Electrophysiological Determinants for Arrhythmogenesis Following Premature Stimulation In Murine Hearts

Abstract

Background: Circus type re-entry is classically associated with reduced action potential (AP) conduction velocity through partially refractory tissue resulting in unidirectional conduction block. We assessed the extent to which premature extrasystolic APs under such conditions resulted in ventricular arrhythmogenesis in isolated Langendorff-perfused murine hearts. Methods and Results: A novel programmed electrical stimulation (PES) protocol applied trains of 8 S1 stimuli at 100 ms intervals followed by extrasystolic S2 stimuli at successively decreasing S1S2 intervals. S2 stimulus strengths required to overcome refractoriness, reduce ventricular effective refractory period (VERP) and thereby elicit extrasystolic APs, increased with shortened S1S2 intervals, despite constant durations at 90% recovery (APD90) of the preceding APs. Critical interval, CI, the difference APD90-VERP, consequently increased with stimulus strength.

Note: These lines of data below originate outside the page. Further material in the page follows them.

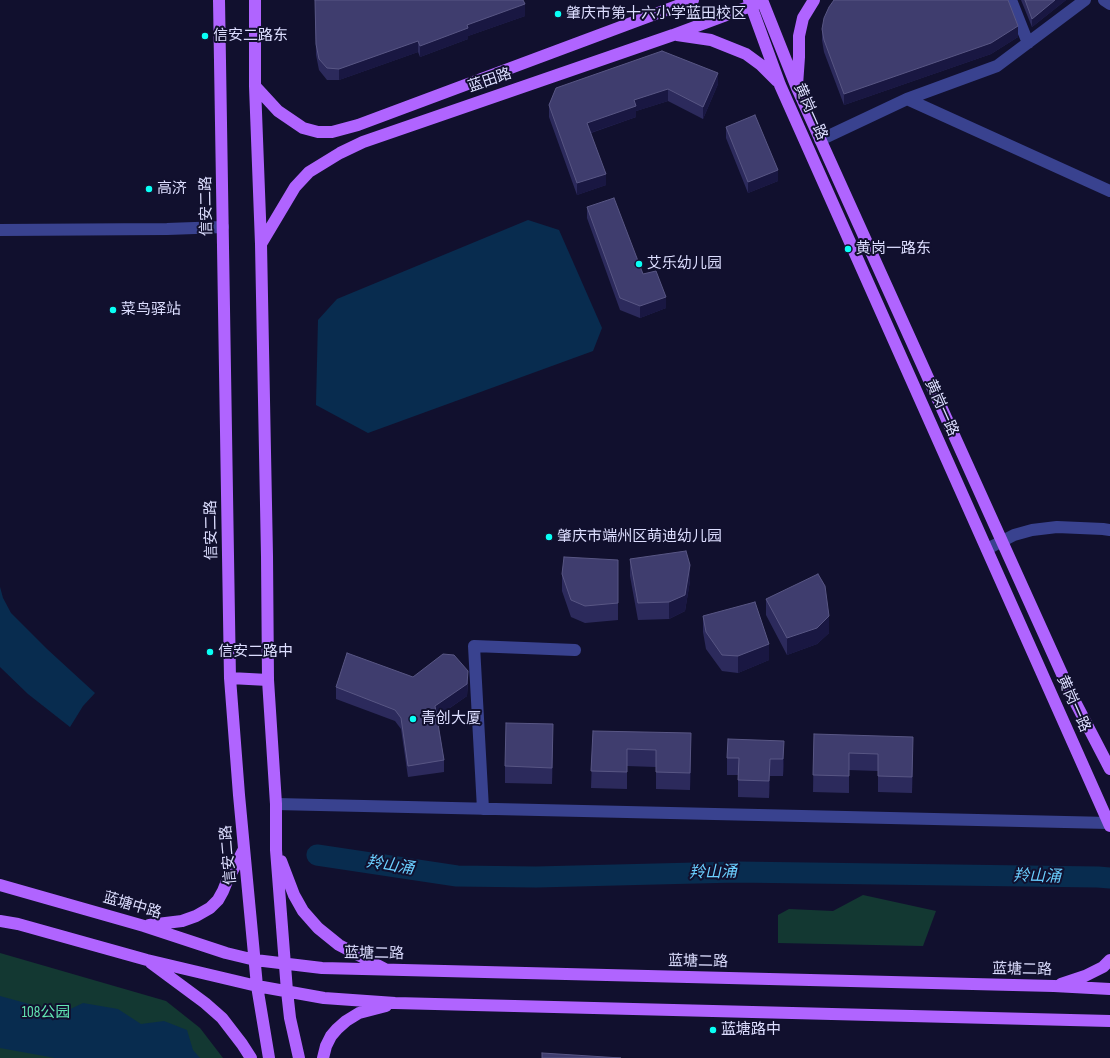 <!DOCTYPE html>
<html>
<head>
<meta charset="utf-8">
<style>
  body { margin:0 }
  canvas { display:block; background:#11102e }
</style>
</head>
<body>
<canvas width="1110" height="1058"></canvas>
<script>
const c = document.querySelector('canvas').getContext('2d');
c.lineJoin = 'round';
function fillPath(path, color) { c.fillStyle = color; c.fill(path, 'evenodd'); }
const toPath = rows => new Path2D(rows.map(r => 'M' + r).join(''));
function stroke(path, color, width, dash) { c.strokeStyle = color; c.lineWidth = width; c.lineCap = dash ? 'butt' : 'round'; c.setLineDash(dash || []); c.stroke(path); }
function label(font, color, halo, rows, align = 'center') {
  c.font = font + ' "Sofia Sans Condensed","Noto Sans SC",sans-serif'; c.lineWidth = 4; c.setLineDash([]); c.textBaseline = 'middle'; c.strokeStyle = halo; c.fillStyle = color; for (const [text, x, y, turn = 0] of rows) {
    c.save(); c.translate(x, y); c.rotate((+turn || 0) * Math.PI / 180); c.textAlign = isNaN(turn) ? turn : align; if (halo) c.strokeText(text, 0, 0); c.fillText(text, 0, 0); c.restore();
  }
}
fillPath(toPath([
  [863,895,936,911,923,946,778,943,778,915,789,909,833,911],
  [0,953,166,1001,200,1028,223,1058,0,1058]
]), '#133832');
fillPath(toPath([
  [528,220,559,230,602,328,593,351,368,433,316,405,318,320,337,299],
  [0,587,3,598,11,613,47,649,95,693,83,706,70,727,28,694,0,667],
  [0,996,62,1013,83,1003,118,1009,141,1024,164,1021,187,1030,193,1050,200,1058,55,1058,0,1048]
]), '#082c4f');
stroke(toPath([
  [317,855,457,876,536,877,736,872,1098,877,1110,878]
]), '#082c4f', 21);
stroke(toPath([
  [1011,0,1028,43],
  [1104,0,1110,4],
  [907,99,1110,191],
  [820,140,907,99,997,66,1085,0],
  [0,230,167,229,223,227],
  [987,549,1014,535,1032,530,1057,527,1103,529,1110,530],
  [276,804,1109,823],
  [483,809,474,646,575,650]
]), '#39428f', 12);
stroke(toPath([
  [219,0,230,678,239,795,257,986,269,1058],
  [255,0,255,86,261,244,267,556,268,680,276,804,276,850,287,991,290,1018,299,1058],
  [749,0,780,85,1110,826],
  [762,0,797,88,1071,694,1110,769],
  [677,35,711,40,746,54,761,65,777,81],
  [797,85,799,57,799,36,803,18,814,0],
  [255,86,278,111,303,128,318,132,332,132,358,125,693,0],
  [261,244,295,187,309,172,340,153,363,142,673,35,759,3],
  [230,678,268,680],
  [281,861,294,895,303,911,318,928,339,945,385,969],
  [0,885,144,926,226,953,255,960,322,968,1054,986,1110,989],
  [0,921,18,924,147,960,257,986,324,998,395,1003,1110,1021],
  [149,925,182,921,196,916,210,908,218,900,223,891,227,881,244,849],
  [151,963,205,1003,222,1018,242,1044,251,1058],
  [1061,984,1085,976,1103,967,1110,960],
  [323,1058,326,1046,331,1036,337,1029,346,1021,359,1013,386,1006]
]), '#b064ff', 12);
fillPath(toPath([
  [315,0,525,16,468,36,468,39,420,57,418,52,339,80,327,80,319,70,316,55],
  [1021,0,1066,0,1032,27],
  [822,29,1018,37,991,54,844,105,824,52,822,40],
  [718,84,703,119,668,101,636,111,636,117,591,133,606,185,577,195,549,117,549,105,556,88],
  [726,127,778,181,748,193,726,138],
  [587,207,643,274,666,308,640,318,620,310,587,218],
  [630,559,690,581,685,611,669,619,638,620,630,576],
  [562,574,618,603,618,620,585,623,571,617,562,591],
  [766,599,829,633,817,644,787,655,766,615],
  [703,616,769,660,738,673,722,671,706,649,703,632],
  [413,677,468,682,467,696,437,717,444,760,444,772,408,777,401,729,395,721,336,699,336,687],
  [593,731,691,750,690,790,656,789,656,767,627,766,627,789,591,788],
  [814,734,913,754,912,793,878,792,878,771,849,770,849,793,813,792],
  [553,741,552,784,505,783,505,766],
  [727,758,784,758,783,776,770,776,769,798,738,797,738,775,727,775]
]), '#2c2a5c');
fillPath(toPath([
  [1055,0,1066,0,1032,27,1032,19],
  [525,4,525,16,468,36,468,39,420,57,420,46,467,25],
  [1018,26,1018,37,991,54,844,105,844,94],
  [418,41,418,52,339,80,339,69],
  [718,73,718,84,703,119,703,107],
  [668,89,668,101,636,111,636,117,587,134,587,123,634,100],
  [778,170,778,181,748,193,748,182],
  [606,174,606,185,577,195,577,183],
  [666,297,666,308,640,318,640,306],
  [690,565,690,581,685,611,669,619,669,602],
  [829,616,829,633,817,644,787,655,787,638],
  [769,644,769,660,738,673,738,656],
  [468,671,467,696,435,718,435,706],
  [553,724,553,741,552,784,552,768],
  [691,733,691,750,690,790,690,773],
  [913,737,913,754,912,793,912,777],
  [784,741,784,758,783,776,783,759],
  [770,759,770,776,769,798,769,781]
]), '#191742');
const building = toPath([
  [315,0,523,0,525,4,467,25,468,28,420,46,418,41,339,69,327,68,319,59,316,44,315,0],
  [834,0,1008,0,1018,26,991,43,844,94,824,40,822,29,824,18,829,7,834,0],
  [1025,0,1055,0,1032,19,1025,0],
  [662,51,718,73,703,107,668,89,634,100,636,106,587,123,606,174,577,183,549,105,556,88,662,51],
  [755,115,778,170,748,182,726,127,755,115],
  [614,198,643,274,656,271,666,297,640,306,620,298,587,207,614,198],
  [686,551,690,565,685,595,669,602,638,603,630,559,686,551],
  [564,557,618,560,618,603,585,606,571,600,562,574,564,557],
  [818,574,825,586,829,616,817,628,787,638,766,599,818,574],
  [755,602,769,644,738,656,722,655,706,632,703,616,755,602],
  [347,653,413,677,443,654,454,655,468,671,467,684,435,706,444,760,408,766,401,718,395,710,336,687,347,653],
  [506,723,553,724,552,768,505,766,506,723],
  [593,731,691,733,690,773,656,772,656,750,627,749,627,772,591,771,593,731],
  [814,734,913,737,912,777,878,776,878,754,849,753,849,776,813,775,814,734],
  [728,739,784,741,783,759,770,759,769,781,738,780,739,758,727,758,728,739],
  [542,1053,621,1058,542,1058,542,1053]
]);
fillPath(building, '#3f3d6e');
stroke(building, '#585684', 1);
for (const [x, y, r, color] of [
  [558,14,4,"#09fff5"],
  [205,36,4,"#09fff5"],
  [149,189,4,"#09fff5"],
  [848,249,4,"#09fff5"],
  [639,264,4,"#09fff5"],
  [113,310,4,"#09fff5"],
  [549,537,4,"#09fff5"],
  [210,652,4,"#09fff5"],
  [413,719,4,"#09fff5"],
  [713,1030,4,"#09fff5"]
]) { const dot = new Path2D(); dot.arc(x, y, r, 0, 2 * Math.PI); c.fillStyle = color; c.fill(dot); stroke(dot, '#11102e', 1.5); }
label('15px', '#dddeff', '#11102e', [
  ["肇庆市第十六小学蓝田校区",566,14],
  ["信安二路东",213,36],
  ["高济",157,189],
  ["黄岗一路东",856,249],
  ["艾乐幼儿园",647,264],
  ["菜鸟驿站",121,310],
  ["肇庆市端州区萌迪幼儿园",557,537],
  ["信安二路中",218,652],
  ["青创大厦",421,719],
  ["蓝塘路中",721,1030]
], 'left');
label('15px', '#dddeff', '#11102e', [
  ["蓝田路",490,81,-19],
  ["黄岗一路",810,112,66],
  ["信安二路",207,206,-91],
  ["黄岗一路",941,408,66],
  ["信安二路",212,530,-91],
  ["黄岗一路",1073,704,66],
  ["信安二路",229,855,-95],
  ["蓝塘中路",132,906,16],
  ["蓝塘二路",374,954,1],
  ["蓝塘二路",698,962,1],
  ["蓝塘二路",1022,970,1]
]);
label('15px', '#62e7b3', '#11102e', [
  ["108公园",46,1013]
]);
label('italic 16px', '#6bcfff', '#11102e', [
  ["羚山涌",390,866,9],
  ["羚山涌",713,873,-1],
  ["羚山涌",1037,877,1]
]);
</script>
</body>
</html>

The corresponding latencies and peak amplitudes of the extrasystolic APs consequently sharply increased and decreased respectively with CI thereby potentially replicating necessary conditions for re-entrant, circus-type, arrhythmia. The dependence of CI upon stimulus strength tended to consistent limiting values expected from approaches to absolute refractory periods. These values were greater in arrhythmogenic (mean CI 18.9±0.55 ms, n=4) than in non-arrhythmogenic hearts (mean CI 15.1±0.37, n=4; P=0.001, ANOVA), despite their statistically indistinguishable APD90 (arrhythmogenic hearts: 40.9±2.23 ms, n=4 vs non-arrhythmogenic hearts: 36.5±2.61ms, n=4; p>0.05, ANOVA) or VERP values (arrhythmogenic hearts: 22.5±2.66 ms, n=4 vs non-arrhythmogenic hearts: 21.8±2.53 ms, n=4; p>0.05, ANOVA). Conclusions: These findings suggest existence of a specific CI (CI∗) in turn corresponding to specific conditions of latency and action potential amplitude that would be sufficient to result in arrhythmogenesis.